(Stored data)
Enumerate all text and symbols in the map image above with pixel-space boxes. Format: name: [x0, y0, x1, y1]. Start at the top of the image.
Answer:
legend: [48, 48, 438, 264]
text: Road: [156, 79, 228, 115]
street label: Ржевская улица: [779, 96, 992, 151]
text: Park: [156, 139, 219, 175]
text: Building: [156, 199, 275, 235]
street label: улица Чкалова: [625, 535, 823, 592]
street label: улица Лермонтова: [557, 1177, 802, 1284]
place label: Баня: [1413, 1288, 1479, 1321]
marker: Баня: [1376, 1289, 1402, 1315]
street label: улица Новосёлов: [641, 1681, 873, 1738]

WHAT YOU ARE ASKED TO DO » Print all the data above word for word.

SOLVED PROBLEM »
Enumerate all text and symbols in the map image above with pixel-space boxes. Format: name: [x0, y0, x1, y1]. Start at the top of the image.
Answer:
legend: [48, 48, 438, 264]
text: Road: [156, 79, 228, 115]
street label: Ржевская улица: [779, 96, 992, 151]
text: Park: [156, 139, 219, 175]
text: Building: [156, 199, 275, 235]
street label: улица Чкалова: [625, 535, 823, 592]
street label: улица Лермонтова: [557, 1177, 802, 1284]
place label: Баня: [1413, 1288, 1479, 1321]
marker: Баня: [1376, 1289, 1402, 1315]
street label: улица Новосёлов: [641, 1681, 873, 1738]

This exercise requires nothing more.